- EXERCISE OBJECTIVE
Would you transcribe the line that holds "Task: Build a gazetteer for the image", plus every line beneath it through the end of the data, exactly and with nothing added?

- DATASET EXCERPTS
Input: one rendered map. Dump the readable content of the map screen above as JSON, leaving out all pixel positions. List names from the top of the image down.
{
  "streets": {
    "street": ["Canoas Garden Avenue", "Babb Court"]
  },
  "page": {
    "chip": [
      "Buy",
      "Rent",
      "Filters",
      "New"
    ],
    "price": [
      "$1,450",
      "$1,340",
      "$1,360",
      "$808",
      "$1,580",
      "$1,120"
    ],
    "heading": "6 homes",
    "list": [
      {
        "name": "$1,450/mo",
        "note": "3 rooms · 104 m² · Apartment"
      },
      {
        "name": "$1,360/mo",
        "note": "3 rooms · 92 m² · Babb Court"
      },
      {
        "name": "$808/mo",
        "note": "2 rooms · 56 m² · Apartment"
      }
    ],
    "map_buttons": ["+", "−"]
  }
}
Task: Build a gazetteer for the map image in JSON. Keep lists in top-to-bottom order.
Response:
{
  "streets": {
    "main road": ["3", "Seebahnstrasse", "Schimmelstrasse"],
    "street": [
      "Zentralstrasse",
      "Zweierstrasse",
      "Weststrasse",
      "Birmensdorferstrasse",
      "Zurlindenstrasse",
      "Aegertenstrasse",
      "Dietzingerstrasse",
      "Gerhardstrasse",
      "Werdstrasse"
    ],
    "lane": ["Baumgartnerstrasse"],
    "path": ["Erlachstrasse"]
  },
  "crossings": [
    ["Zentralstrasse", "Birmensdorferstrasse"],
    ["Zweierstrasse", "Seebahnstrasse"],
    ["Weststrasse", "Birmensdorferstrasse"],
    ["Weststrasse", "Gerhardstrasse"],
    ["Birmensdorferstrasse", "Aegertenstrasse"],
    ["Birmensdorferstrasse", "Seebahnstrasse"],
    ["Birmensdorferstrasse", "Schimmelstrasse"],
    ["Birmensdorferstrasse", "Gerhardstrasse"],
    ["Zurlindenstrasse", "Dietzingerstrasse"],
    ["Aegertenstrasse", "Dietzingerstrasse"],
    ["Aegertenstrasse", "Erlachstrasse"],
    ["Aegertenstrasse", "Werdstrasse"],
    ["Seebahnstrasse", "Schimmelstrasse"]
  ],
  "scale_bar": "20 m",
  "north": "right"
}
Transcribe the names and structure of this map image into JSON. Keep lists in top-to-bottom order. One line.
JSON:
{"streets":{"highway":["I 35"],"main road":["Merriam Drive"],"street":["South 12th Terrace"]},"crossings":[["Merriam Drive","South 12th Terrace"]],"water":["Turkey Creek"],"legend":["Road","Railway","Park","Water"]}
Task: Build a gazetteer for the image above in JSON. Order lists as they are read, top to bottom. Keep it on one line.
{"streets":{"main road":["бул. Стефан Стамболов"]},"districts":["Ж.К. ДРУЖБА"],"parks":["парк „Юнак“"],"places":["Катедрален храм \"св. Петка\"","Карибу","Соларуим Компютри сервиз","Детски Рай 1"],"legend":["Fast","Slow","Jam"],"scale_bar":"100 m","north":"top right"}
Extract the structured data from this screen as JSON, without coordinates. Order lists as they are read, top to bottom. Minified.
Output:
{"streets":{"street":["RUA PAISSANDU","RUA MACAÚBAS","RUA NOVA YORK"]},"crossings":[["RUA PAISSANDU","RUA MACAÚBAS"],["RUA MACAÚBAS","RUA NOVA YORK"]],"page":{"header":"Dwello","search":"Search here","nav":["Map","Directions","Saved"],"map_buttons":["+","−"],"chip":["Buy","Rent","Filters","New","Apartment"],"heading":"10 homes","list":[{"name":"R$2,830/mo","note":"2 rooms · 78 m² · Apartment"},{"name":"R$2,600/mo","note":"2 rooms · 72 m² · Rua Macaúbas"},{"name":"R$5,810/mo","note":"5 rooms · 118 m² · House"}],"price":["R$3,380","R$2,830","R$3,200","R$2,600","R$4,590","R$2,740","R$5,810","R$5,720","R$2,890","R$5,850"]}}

- EXERCISE RESPONSE
Task: Build a gazetteer for the image above in JSON. Order lists as they are read, top to bottom. Keep it on one line.
{"streets":{"main road":["бул. Стефан Стамболов"]},"districts":["Ж.К. ДРУЖБА"],"parks":["парк „Юнак“"],"places":["Катедрален храм \"св. Петка\"","Карибу","Соларуим Компютри сервиз","Детски Рай 1"],"legend":["Fast","Slow","Jam"],"scale_bar":"100 m","north":"top right"}
Extract the structured data from this screen as JSON, without coordinates. Order lists as they are read, top to bottom. Minified.
Output:
{"streets":{"street":["RUA PAISSANDU","RUA MACAÚBAS","RUA NOVA YORK"]},"crossings":[["RUA PAISSANDU","RUA MACAÚBAS"],["RUA MACAÚBAS","RUA NOVA YORK"]],"page":{"header":"Dwello","search":"Search here","nav":["Map","Directions","Saved"],"map_buttons":["+","−"],"chip":["Buy","Rent","Filters","New","Apartment"],"heading":"10 homes","list":[{"name":"R$2,830/mo","note":"2 rooms · 78 m² · Apartment"},{"name":"R$2,600/mo","note":"2 rooms · 72 m² · Rua Macaúbas"},{"name":"R$5,810/mo","note":"5 rooms · 118 m² · House"}],"price":["R$3,380","R$2,830","R$3,200","R$2,600","R$4,590","R$2,740","R$5,810","R$5,720","R$2,890","R$5,850"]}}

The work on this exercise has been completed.